2. Quasi-stroke limit method: hydraulic press that drives the crank connecting rod mechanism.
3. Stroke limitation method: mechanical press with crank, connecting rod and wedge mechanism driving the slider.
4. Energy limitation method: use the screw and friction press of the screw mechanism.
In order to obtain high precision, care should be taken to prevent overload at the bottom dead center, and to control the speed and mold position. Because these will have an impact on forging tolerances, shape accuracy and forging die life. In addition, in order to maintain the accuracy, attention should also be paid to adjusting the clearance of the slider guide rail, ensuring the rigidity, adjusting the bottom dead center and using the auxiliary transmission device.
Slider
There are also vertical and horizontal motions of the slider (for forging of slender parts, lubricating cooling and forging of parts for high-speed production), and the compensation device can be used to increase the motion in other directions. The above methods are different, and the required forging force, process, material utilization, output, dimensional tolerance and lubrication and cooling methods are different, and these factors are also factors that affect the level of automation.
Different forging methods have different processes.
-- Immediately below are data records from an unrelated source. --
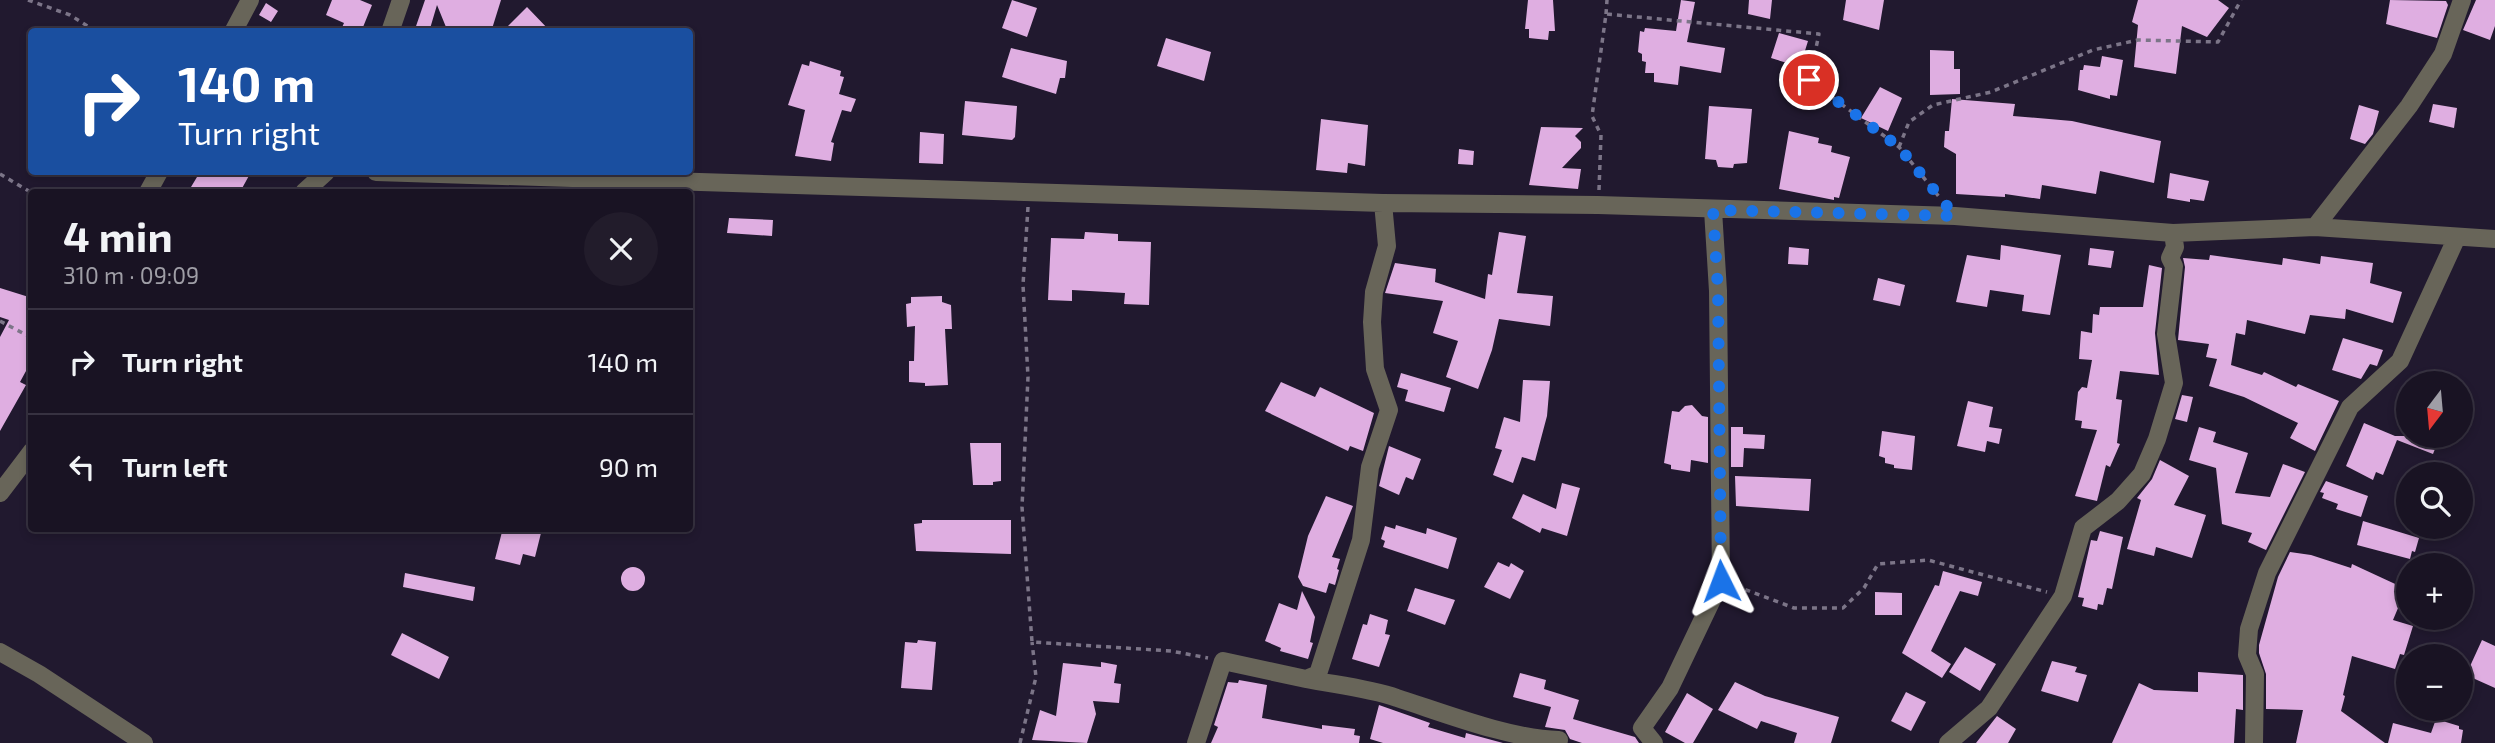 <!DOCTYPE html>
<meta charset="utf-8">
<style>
:root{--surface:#191323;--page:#221c2b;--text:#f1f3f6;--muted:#9f9ea6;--line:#373241}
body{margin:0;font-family:"Exo 2",sans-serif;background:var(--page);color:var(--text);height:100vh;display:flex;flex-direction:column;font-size:26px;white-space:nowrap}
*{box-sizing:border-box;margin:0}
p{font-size:23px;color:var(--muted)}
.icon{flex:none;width:38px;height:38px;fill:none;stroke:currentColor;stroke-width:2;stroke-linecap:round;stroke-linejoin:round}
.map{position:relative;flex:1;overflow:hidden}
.side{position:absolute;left:28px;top:189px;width:665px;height:343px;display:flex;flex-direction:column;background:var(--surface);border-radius:7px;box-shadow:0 4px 10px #0003,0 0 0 2px var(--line)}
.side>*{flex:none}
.top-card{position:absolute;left:28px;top:28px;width:665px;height:147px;border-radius:7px;box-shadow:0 4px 10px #0003,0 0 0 2px var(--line);background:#1a4fa0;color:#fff;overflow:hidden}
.needle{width:46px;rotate:196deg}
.controls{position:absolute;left:2396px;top:371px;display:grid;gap:14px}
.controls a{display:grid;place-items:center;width:77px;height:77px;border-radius:50%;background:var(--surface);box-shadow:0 4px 10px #0003,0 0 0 2px var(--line);font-size:35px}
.pin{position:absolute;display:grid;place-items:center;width:60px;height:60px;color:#fff;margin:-30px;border:4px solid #fff;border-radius:50%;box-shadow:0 2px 7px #0007}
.me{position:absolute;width:77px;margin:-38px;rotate:357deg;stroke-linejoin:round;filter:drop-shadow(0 0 5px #0008)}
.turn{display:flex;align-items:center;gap:24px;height:147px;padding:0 35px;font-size:32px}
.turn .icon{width:91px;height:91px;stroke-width:2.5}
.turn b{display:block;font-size:49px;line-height:60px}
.round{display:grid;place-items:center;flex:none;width:74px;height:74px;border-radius:37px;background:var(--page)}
.summary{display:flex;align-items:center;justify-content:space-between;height:119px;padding:0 35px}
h1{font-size:42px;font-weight:700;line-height:52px}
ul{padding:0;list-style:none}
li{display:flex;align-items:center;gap:21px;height:105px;padding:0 35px;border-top:2px solid var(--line)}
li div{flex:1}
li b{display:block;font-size:26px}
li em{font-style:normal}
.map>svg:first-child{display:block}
.building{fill:#dfaee1}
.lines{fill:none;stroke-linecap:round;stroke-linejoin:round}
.path{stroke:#7c7588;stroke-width:3.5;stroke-dasharray:5 5;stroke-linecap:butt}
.minor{stroke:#686559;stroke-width:18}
.route{stroke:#1a73e8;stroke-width:12;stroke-dasharray:0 21.6}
</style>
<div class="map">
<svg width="2495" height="743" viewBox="0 0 2495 743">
<rect width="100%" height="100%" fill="#21192f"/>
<!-- building -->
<path class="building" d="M332,0h28l12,5 -11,27h-21l4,-9 -18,-8z
M425,0h76l-10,32h-43l-11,-27 -8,27h-15z
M1012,0l25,8 -10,29 -25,-9z
M1528,0h25l2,31h-6l-1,9 -19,-2v-9h-4z
M1681,0l14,2 -8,40 38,6 -4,25 -41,-7 -2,19 -24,-3v-9h-9l1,-11 -4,-1v-7l-4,-2 2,-21 4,1 1,-4 31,3z
M1749,0h23l-2,19 -22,-5z
M1846,0h38l-5,30 -36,-10z
M2138,0h80l11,8 -22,29 -25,-11 -6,48 -42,-7 4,-42 -6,-3z
M2390,0l56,1 2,4 -11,33 -51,-14z
M2476,0h19v26l-5,14 -27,-10z
M266,3l12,8 -7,11 -12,-7z
M527,7l24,25h-49z
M1779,33l29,8 -8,26 -29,-9z
M1166,38l45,14 -7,29 -47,-15z
M1011,48l56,13 -2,17h-5l-4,16 -54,-17z
M1930,50l24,1v18h6v25l-30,1z
M2102,56l21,4 -6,36 -7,-1v4l-32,-9 2,-20h3l1,-5 16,2z
M810,61l31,10 -1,5 4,1 -5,17 17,5 -5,13 -9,-2 -11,32 3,1 -3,18 -36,-5 10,-46 -17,-5 14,-41 7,2z
M1880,87l22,11 -14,33 -27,-13z
M1952,99l63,5 -2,12 59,5 89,20 -7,42 -54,-12 -4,23 -54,-9 -2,14 -35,-5v3l-49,-3v-40l-12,-7 1,-16h4z
M965,101l52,5 -2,31 -3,3 -50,-5z
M2433,104l24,4 -3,20 -25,-6z
M2359,105l20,6 -6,23 -8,10 -15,-5z
M1709,106l43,3 -5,54 -13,1 -1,4 -15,-1 -2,-7 -11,-1z
M1321,119l47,6 -3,41 -17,-3 -1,10 -31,-3z
M1541,127l42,1 -8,8 6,6v6l-19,20 19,1 -3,20 -49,-4z
M1789,131l30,7 -1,5 14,3 -1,6 19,5 -11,41 -5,-1v3l-55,-11z
M920,132l24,2 -1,30 -24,-1z
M1459,149l15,2 -1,14 -15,-1z
M200,172h51l-11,20h-52z
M2170,173l39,8 -5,20 -14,-2v3l-23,-4z
M729,218l44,2 -1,16 -45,-3z
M1085,232l33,2v7l33,1 -2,63 -25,-1 1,-11 -53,-3v11l-24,-1 3,-62 33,1z
M1499,232l27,4 -9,57 36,3 -3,30 -51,-7 -7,31 -14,39 -32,-12 12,-36 -25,-8 10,-32 -58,-8 10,-30 41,6 -1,13 50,17 3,-25 4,1z
M2001,245l60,10 -11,60 -28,-4 2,-16 -34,-5 -3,17 -31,-5 11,-47 33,5z
M1789,247l20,2 -1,16 -20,-1z
M2090,248l24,3 -3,17 -23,-3z
M2210,255l72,10 1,-7 37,6 1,-8 52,7 -3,20 32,9 -9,31 -47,-14 -1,10 -35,-4 -5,19 -58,-14 -2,15 -9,-2 -5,32 31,10 2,-3 32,15 2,-3 41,17 -24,50 -25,-13 8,-15 -54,-26 -35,-11 8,-27 -11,-2 3,-13 -31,-4 7,-73 -2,-9 26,2z
M2149,265l13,3 -7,65 4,42 -39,-4 -4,28 6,1 -5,43 3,1 -10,23 -4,-2 -9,36 -22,-5 22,-66 -16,-2 1,-7 -7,-1 3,-28 4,-5 5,1 5,-28 -13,-1 2,-28 11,2 1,-19 6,1 1,-8h43z
M1878,278l27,7 -5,21 -27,-6z
M0,288l32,10v62l-12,22 6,3 -26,46v-94l9,-17 -9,-3z
M942,296v6l9,3 1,24h-7l3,56 -23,1v-3l-16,-1v-21h5l1,-35 -8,1 -1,-23 5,-1v-6z
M2343,338l40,12 -6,16 -7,-2 -9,15 -29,-9z
M1401,373l50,15 -7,24 -39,-11 3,-11 -11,-3z
M1523,380l27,1 -3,35 -12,45 -13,-4 -9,26 -20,-8 9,-25 -7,-2 9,-31 16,5z
M1281,382l34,15 5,-10 54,26 -11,38 -13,-5 -2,5 -83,-40z
M2182,395l11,2 -6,25 -12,-3z
M1968,401l25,6 -4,20 13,2 -3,15 -12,-3 -2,11 -28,-6z
M1692,405l10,11 6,1v46l-17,-3 -1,12 -19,-3v-4l-7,-2 8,-52 7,1 6,-6z
M2364,423l31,13h45l-7,18 -36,-14 -14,35 -7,-3 -3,8 -27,-14z
M1731,427h12v7l22,1 -1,14 -20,-1 -1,19h-12z
M2199,427l17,5 -3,10 35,11 -13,40 35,4 13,-33 22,8 -39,78 -18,-8 4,-9 -30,-9 -6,-56 -27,-8z
M1882,431l33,5 -3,34 -18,-2v-3l-9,-2v-5l-6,-2z
M970,443h31v38l-8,1v3h-20z
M1389,446l32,13 -8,21 -7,-3 -7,18 -20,-9z
M2160,460l29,16 -15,29 32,10 -14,43 -36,-11 -2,9 -27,-7 14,-49 -4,-2 15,-19z
M1735,476l76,3 -2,32 -73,-5z
M2326,481l42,15 -7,21 -25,-8 2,-5 -16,-6 2,-5 -4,-1z
M1562,483l18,5 -13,48 -25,-8 -2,5 -28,-15 11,-24 33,15z
M1326,496l27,10 -21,51 8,2 -3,10 2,1 -4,15 -6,-2 -3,10 -23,-7 -5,-9 10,-41z
M922,520h89v34l-95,-3 -2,-27 8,-1z
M2363,521l56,17 -4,14 -3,-1 -2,8 -53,-14z
M1396,525l30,9 1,-6 30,10 -9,31 -65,-22 2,-6 -4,-2 4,-13 10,3z
M503,528h26l12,5 -6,24 -12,-3 -3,11 -25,-6z
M2100,531l23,6 -11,52 -5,-1 -4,17 -5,-1 -1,6 -15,-4 2,-8 -6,-1 13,-57 6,1z
M2290,552l21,3 40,13 1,-4 54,25 -13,31 20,6 -9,29 -4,-1 -5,15 -43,-13 -9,39 2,1 -4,15 44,32h-89l7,-33 -37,-1v-35l-7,-21v-8l19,-68z
M1498,562l11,5 2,-4 13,8 -14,28 -26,-12z
M621 579a12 12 0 1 1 24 0a12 12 0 1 1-24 0Z
M1943,571l39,11 -4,14 -18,-5 -29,60 20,13 -9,14 -40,-25 33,-68 4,1z
M405,573l70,14 -2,14 -70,-14z
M1415,588l40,12 -10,25 -38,-14z
M1302,591l13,26 -5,25 3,1 -5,16 -28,-8 1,-3 -16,-7 14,-38 18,7z
M1875,592l27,1v22h-27z
M1370,614l18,6 -3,14 5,1 -11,32 -27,-8 11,-35 4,1z
M402,633l47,24 -10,22 -48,-24z
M918,640l18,2 -4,48 -31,-2 4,-46 12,1z
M2482,640l13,6v42l-29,-13z
M1965,647l31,17 -16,27 -31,-19z
M2052,661l25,6 -2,5 12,3 -9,27 -37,-11z
M1101,662l16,3 -3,18 7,1 -2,19 -26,-2 3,13 -9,29 -55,-3 8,-30 16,6 7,-53 38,4z
M2198,672l45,3v35l-7,-1 -2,34h-122l27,-60 15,7 44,2z
M1520,673l26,7 -2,9 35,11 -6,19 62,18 4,6h-57l-12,-4 -5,-9 -20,-3 6,-20 -38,-10z
M1239,680l28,5 -5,33 60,11v-4l33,4 -1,6 6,1 -1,7h-148l7,-16 -4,-2 14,-43 10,1z
M1735,682l30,14 74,21 -8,26h-37l3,-10 -36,-12 -4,8 -39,-19z
M1906,692l20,10 -15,29 -20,-10z
M1687,693l26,16 -20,34h-8l-20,-11z
M1379,705l51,18 -2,4 37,11 1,-5 37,10h-120l-13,-4z
M1997,716l19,13 -8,14h-32z
M2436,719l23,7v3l4,1 -2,13h-73l5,-20 38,10z"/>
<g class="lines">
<!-- path -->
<path class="path" d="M28,0l42,15 27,17
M1606,14l1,-14
M1899,147l10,-25 24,-17 58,-13 102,-42 45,-10 80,2 23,-42
M0,174l32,19
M1599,190l2,-55 -9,-19 14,-102 213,20 -10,46 90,67 41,51
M1028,207l-5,78 5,92 -6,130 10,135 139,9 37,7
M0,321l32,17
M1736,586l58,22h49l21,-20 14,-24 50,-4 119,32
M1020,743l16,-66 -4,-35"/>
<!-- minor -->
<path class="minor" d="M233,32l17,-32
M390,32l11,-32
M376,172l1007,31 215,2 357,11 218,17 142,-6 180,12
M148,192l11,-20
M304,192l22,-20
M2315,227l94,-121 34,-52 19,-54
M0,493l32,-42
M0,652l39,22 105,69
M1306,679c30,6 62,9 91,19 47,15 113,41 162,42
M1196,743l27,-82 83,18 12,-5 43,-134 9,-73 19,-57 -14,-41 -3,-47 2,-30 13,-46 -4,-43
M1654,743l-12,-15 28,-40 51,-107 -3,-290 -5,-81
M1948,743l41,-35 74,-112 20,-68 35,-27 24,-27 15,-35 17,-56 -8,-49 8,-68 -4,-8 5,-11 -2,-14
M2254,743l1,-69 -8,-19 2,-26 18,-56 83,-166 50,-46 56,-122"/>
</g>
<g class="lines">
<!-- route -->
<path class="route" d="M1721,581l-3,-290 -5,-81 242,6 -56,-69 -90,-67"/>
</g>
</svg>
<div class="controls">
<a><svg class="needle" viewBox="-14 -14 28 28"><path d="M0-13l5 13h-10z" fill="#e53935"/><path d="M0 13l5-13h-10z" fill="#9f9ea6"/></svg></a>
<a><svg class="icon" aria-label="search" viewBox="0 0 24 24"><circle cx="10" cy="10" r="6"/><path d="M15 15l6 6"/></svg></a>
<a>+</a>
<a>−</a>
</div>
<div class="pin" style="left:1809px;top:80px;background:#d93025"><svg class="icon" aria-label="arrive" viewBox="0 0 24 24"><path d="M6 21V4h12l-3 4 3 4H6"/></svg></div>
<svg class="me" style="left:1721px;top:581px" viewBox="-20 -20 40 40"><path d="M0-17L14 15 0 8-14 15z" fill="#1a73e8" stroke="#fff" stroke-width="4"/></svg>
<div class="top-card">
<div class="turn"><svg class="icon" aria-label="right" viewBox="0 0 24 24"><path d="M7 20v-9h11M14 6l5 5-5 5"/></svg><div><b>140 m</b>Turn right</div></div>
</div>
<section class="side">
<div class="summary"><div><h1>4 min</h1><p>310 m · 09:09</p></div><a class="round"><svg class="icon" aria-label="close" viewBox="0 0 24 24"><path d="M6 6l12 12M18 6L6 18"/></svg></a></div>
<ul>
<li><svg class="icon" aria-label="right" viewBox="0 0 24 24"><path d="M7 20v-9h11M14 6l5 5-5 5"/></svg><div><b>Turn right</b></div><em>140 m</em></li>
<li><svg class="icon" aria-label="left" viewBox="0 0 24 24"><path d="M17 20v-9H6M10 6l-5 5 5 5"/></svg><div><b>Turn left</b></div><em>90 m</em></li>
</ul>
</section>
</div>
Among them, the process of hot die forging is the longest, and the general order is: blanking of forging billet; heating of forging billet; roll forging preparation billet; die forging forming; trimming; punching; straightening; Intermediate inspection to check the size and surface defects of forgings; heat treatment of forgings to eliminate forging stress and improve metal cutting performance; cleaning, mainly to remove surface oxide scale; correction; inspection, general forgings are subject to appearance and hardness inspections, important forgings also It must undergo chemical composition analysis, mechanical properties, residual stress and other inspections and non-destructive testing.